Table 4-13 NetFlow v9 Data FlowSet Definitions
Field |
Description |
flowset_id |
A flowset_id precedes each group of records within a NetFlow v9 data FlowSet. The flowset_id maps to a (previously received) template_id. The collector and display applications should use the flowset_id to map the appropriate type and length to any field values that follow. |
length |
This field gives the length of the data FlowSet. Length is expressed in TLV format, meaning that the value includes the bytes used for the flowset_id and the length bytes themselves, as well as the combined lengths of any included data records. |
record_N through field_M |
The remainder of the v9 data FlowSet is a collection of field values. The type and length of the fields have been previously defined in the template record referenced by the flowset_id/template_id. |
padding |
Padding should be inserted to align the end of the FlowSet on a 32-bit boundary. Pay attention that the length field will include those padding bits. |
IPFIX is modeled after NetFlow v9. This is why many of these NetFlow v9 concepts and fields are very similar to IPFIX. Just like IPFIX, NetFlow v9 has the concept of options templates used to supply metadata about the NetFlow process itself. Figure 4-7 illustrates the format of the options template.
)
Figure 4-7 NetFlow v9 Options Template Format
Table 4-14 lists the NetFlow v9 data options template definitions.
Table 4-14 NetFlow v9 Data Options Template Definitions
Field |
Description |
flowset_id = 1 |
The flowset_id is used to distinguish template records from data records. A template record always has a flowset_id of 1. A data record always has a nonzero flowset_id that is greater than 255. |
length |
This field gives the total length of this FlowSet. Because an individual template FlowSet may contain multiple template_ids, the length value should be used to determine the position of the next FlowSet record, which could be either a template or a data FlowSet. Length is expressed in TLV format, meaning that the value includes the bytes used for the flowset_id and the length of bytes themselves, as well as the combined lengths of all template records included in this FlowSet. |
template_id |
As a router generates different template FlowSets to match the type of NetFlow data it will be exporting, each template is given a unique ID. This uniqueness is local to the router that generated the template_id. The template_id is greater than 255. template_ids less than 255 are reserved. |
option_scope_length |
This field gives the length in bytes of any scope fields contained in this options template. |
options_length |
This field gives the length (in bytes) of any Options field definitions contained in this options template. |
scope_field_N_type |
This field gives the relevant portion of the NetFlow process to which the options record refers.
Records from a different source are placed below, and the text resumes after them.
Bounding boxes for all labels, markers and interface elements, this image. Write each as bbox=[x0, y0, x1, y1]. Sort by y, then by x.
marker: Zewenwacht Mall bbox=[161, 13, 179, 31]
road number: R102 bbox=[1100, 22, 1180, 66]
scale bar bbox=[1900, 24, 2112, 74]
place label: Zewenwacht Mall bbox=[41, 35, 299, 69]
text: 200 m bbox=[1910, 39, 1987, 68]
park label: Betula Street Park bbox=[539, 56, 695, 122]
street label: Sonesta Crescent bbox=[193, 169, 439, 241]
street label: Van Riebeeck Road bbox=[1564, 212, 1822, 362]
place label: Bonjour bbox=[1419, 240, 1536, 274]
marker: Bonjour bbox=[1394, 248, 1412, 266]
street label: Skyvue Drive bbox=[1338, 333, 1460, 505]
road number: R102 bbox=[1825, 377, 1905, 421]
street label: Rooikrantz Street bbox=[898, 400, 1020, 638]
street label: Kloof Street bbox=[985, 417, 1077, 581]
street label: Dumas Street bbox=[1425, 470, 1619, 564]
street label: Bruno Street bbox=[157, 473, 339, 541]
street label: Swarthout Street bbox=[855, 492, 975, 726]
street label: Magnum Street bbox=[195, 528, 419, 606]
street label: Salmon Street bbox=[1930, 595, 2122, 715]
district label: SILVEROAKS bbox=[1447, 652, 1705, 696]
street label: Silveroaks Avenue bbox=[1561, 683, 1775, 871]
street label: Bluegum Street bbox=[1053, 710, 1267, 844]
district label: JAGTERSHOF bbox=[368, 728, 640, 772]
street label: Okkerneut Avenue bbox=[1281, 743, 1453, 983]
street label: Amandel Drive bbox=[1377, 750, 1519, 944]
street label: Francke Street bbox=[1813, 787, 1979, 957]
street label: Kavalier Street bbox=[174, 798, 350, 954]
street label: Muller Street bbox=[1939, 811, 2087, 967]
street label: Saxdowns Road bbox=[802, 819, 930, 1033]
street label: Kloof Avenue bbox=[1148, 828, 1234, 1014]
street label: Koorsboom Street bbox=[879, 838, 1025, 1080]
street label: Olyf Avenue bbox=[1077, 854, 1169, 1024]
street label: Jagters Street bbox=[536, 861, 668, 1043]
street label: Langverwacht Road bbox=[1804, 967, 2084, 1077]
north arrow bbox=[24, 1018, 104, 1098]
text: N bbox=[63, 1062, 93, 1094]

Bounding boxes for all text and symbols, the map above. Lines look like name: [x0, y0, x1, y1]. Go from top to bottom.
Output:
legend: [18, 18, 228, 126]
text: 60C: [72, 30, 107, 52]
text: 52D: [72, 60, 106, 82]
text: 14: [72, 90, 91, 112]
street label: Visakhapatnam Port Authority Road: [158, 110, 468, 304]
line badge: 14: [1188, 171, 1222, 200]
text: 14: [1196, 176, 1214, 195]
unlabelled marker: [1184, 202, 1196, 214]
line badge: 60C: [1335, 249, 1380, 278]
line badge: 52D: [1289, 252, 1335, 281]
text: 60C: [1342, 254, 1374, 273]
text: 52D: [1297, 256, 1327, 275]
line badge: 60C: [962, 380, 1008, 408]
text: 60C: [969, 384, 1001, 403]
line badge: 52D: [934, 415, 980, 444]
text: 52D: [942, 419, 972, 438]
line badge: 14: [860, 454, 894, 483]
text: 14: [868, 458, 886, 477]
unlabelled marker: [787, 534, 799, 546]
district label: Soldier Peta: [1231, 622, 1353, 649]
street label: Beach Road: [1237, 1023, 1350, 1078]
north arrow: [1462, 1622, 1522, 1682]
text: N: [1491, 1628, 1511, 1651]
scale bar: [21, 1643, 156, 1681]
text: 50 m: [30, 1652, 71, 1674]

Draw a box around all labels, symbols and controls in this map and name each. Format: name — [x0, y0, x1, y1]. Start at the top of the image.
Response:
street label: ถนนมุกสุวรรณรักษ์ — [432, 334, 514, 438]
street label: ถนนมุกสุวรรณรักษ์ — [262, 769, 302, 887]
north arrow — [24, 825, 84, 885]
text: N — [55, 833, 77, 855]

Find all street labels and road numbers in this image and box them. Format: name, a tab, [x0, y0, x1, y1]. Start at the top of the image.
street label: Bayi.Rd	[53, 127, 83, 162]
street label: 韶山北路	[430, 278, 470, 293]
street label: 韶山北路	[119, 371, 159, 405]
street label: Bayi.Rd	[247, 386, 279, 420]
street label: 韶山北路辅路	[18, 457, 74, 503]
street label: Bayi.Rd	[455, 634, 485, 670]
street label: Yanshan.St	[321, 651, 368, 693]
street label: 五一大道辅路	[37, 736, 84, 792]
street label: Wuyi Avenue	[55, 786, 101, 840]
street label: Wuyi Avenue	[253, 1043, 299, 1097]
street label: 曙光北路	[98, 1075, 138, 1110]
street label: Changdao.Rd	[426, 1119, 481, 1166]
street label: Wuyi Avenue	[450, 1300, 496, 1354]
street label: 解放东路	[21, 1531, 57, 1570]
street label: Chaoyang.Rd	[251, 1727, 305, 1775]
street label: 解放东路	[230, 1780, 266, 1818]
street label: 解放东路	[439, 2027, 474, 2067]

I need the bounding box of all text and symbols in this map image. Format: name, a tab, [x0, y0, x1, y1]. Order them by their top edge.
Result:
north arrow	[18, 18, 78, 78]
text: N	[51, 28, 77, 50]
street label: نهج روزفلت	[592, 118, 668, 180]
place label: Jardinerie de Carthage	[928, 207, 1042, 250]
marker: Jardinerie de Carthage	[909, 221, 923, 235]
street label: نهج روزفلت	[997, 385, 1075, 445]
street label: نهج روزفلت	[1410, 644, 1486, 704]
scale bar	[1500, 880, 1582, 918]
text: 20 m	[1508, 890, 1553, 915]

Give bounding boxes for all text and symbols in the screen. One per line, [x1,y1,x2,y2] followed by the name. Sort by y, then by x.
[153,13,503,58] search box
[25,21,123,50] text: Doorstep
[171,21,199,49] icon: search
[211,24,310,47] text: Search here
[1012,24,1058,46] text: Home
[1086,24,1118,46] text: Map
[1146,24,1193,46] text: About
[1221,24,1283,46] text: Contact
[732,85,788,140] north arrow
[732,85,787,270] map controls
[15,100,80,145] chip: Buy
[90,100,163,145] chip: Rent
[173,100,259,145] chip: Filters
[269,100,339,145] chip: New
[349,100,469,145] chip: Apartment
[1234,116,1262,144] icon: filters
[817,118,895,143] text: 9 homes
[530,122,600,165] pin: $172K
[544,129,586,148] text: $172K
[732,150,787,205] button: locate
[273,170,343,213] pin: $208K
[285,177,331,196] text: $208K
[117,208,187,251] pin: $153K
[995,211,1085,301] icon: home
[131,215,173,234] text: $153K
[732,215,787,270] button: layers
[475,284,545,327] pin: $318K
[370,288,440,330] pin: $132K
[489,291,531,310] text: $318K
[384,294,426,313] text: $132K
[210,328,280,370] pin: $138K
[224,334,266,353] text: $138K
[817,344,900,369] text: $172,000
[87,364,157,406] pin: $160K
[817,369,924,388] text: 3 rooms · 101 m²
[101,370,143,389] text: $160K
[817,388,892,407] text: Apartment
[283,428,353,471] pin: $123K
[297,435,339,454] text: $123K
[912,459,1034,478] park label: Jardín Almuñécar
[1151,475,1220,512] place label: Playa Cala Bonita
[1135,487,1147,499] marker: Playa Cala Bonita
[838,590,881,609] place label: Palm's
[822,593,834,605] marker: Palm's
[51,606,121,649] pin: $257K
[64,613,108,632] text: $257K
Currently defined values follow: 0x0001 = system 0x0002 = interface 0x0003 = line card 0x0004 = NetFlow cache 0x0005 = template For instance, Random Sampled NetFlow can be implemented on a perinterface basis. So, if the options record were reporting on how sampling is configured, the scope for the report would be 0x0002 (interface). |
scope_field_N_length |
This field gives the length (in bytes) of the Scope field, as it would appear in an options record. |
option_field_N_type |
This numeric value represents the type of the field that appears in the options record. Possible values are detailed in template FlowSet format. |
option_field_N_length |
This number is the length (in bytes) of the field, as it would appear in an options record. |
padding |
Padding is inserted to align the end of the FlowSet on a 32-bit boundary. |
Cisco Flexible NetFlow
Flexible NetFlow provides enhanced optimization of the network infrastructure, reduces costs, and improves capacity planning and security detection beyond other flow-based technologies available today. Flexible NetFlow supports IPv6 and Network-Based Application Recognition (NBAR) 2 for IPv6 starting in Cisco IOS Software Version 15.2(1)T. It also supports IPv6 transition techniques (IPv6 inside IPv4). Flexible NetFlow can detect the following tunneling technologies that give full IPv6 connectivity for IPv6-capable hosts that are on the IPv4 Internet but that have no direct native connection to an IPv6 network:
Teredo
Intra-Site Automatic Tunnel Addressing Protocol (ISATAP)
6to4
6rd
Flexible NetFlow classification inside Teredo, ISATAP, 6to4, and 6rd was introduced in Cisco IOS Software Version 15.2(2)T. Export over IPv6 was introduced in Cisco IOS Software Version 15.2(2)T, Cisco IOS XE 3.7.0S, and Cisco Nexus Software Version 4.2.1.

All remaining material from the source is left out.